House Oversight Committee Puts Political Agenda Above Energy Security

After 14 months and hundreds of thousands of taxpayer dollars, the U.S. House Committee on Oversight and Reform has released more internal oil and gas industry documents showing the shocking findings that America’s oil and natural gas companies want to continue producing oil and gas.

With the full authority of the U.S. federal government behind it, the Oversight Committee’s Democratic leadership’s 31-page report reveals little of substance and even less of interest.

Market realities – and global security – show that investing in fossil fuels is what these companies should be doing. The Energy Information Administration’s Annual Energy Outlook expects petroleum and natural gas to continue to be the most in-demand fuels in the United States through 2050. The International Energy Agency, meanwhile, forecasts that although the share of fossil fuels in the global energy mix will decline, it will still be above 60% in 2050.

What’s especially troubling about efforts to shut down domestic energy production is that demand isn’t falling. More than 2.5 billion people worldwide currently live in energy poverty. In the United States alone, a third of families struggle to pay their energy bills.

Even those advocating to end of fossil fuels acknowledge their importance. The Biden administration recently renewed its pledge to ship more U.S. liquefied natural gas (LNG) to the UK and Europe to reduce the global dependence on Russian energy exports.

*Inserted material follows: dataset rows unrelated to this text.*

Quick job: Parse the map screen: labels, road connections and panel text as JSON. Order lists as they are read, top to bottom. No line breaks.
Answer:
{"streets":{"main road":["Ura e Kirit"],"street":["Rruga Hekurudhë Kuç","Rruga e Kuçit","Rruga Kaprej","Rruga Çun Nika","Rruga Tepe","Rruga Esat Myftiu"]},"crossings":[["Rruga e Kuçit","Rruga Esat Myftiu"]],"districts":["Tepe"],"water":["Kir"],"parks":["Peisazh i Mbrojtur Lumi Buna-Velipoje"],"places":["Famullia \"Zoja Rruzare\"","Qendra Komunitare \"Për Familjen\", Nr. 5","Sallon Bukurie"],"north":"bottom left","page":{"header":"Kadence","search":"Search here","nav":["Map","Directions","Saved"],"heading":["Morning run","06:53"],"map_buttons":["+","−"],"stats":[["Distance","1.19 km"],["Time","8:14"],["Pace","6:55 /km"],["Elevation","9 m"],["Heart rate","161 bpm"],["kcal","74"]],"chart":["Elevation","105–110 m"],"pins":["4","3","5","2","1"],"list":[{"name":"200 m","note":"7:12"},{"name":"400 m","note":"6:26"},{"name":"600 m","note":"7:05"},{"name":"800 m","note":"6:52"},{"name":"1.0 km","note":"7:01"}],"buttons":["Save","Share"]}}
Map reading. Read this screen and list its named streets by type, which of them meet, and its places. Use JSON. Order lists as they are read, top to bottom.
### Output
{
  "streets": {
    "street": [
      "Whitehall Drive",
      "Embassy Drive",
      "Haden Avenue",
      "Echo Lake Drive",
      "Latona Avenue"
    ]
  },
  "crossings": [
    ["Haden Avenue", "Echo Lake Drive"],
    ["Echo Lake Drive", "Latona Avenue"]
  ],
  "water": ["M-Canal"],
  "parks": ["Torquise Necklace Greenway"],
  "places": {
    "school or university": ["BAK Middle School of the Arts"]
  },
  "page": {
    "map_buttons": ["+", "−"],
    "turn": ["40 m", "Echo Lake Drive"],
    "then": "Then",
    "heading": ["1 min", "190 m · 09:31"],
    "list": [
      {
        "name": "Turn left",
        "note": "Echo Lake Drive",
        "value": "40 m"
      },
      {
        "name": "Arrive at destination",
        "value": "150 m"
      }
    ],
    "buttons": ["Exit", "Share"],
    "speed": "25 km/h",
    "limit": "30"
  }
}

Instead of working with American energy producers to meet global demand, Democrats on the Oversight Committee are attempting to score political points with this report. This shortsighted perspective on energy policy prevents policymakers from recognizing the contributions of a major U.S. industry to both energy security and environmental protection – including reducing carbon dioxide emissions that contribute to climate change.

The oil and gas industry has collaborated with the U.S. Department of Energy to increase production and shrink its environmental footprint for decades, but you wouldn’t know that from the hot air emanating from Capitol Hill.

Instead of championing public policy to address the ongoing energy crunch and runaway inflation, House Democrats think a better use of their time is to attack publicly held companies for doing what their shareholders expect of them.

These are the same elected officials who paint any investment energy companies make in carbon reduction technologies as “greenwashing.”

The oil and gas industry has invested far more in reducing carbon emissions and other environmental impacts of production and use than all the environmental organizations combined. After all, it’s in their self-interest to do so. That investment has been made with private dollars rather than public tax dollars, by the way.

We can’t develop and deploy the advanced technologies we need to meet the ambitious climate targets set out by this and other administrations without a strong economy and affordable energy resources. The current global energy crisis should make that fact self-evident.

There’s nothing contradictory about producing the traditional energy resources the world continues to demand while making investments to reduce the environmental impacts of that energy. Indeed, it actually makes sense.

Major oil and natural gas companies have adapted their business models to embrace the transition to low-carbon energy. That includes clean energy investments requested by shareholders and the public.

ExxonMobilXOM
has announced efforts to achieve net zero greenhouse gas emissions at its operations by 2050 and has vowed to make $15 billion worth of lower-emission investments through 2027.

ChevronCVX
has pledged to triple its low-carbon energy and technology investment to $10 billion through 2028 and bought the sustainable fuels company Renewable EnergyREGI
Group for $3.15 billion earlier this year, as well as invested in a number of startups tied to the energy transition.

Shell Oil named Wael Sawan, an executive with a strong track record in renewable energy, as its new CEO. Sawan, who takes over in January, will build on the company’s strong record of investing in renewable energy projects. At the same time, Shell is investing in developing oil resources in Malaysia.

The oil and gas industry’s achievements in emissions reductions and commitments to combatting climate change are the results of huge investments that lawmakers should support. The energy sector is proving that it can produce the oil and gas we will need in the coming decades maintain energy security and affordability, while also investing in technologies and resources to reduce the carbon intensity of the economy.

Hopefully, after spending thousands of staff-hours and unknown amounts of public dollars, House Oversight leaders will admit that the U.S. energy industry is part of the solution, and that its success can help our nation’s economy, global security, and decarbonization goals.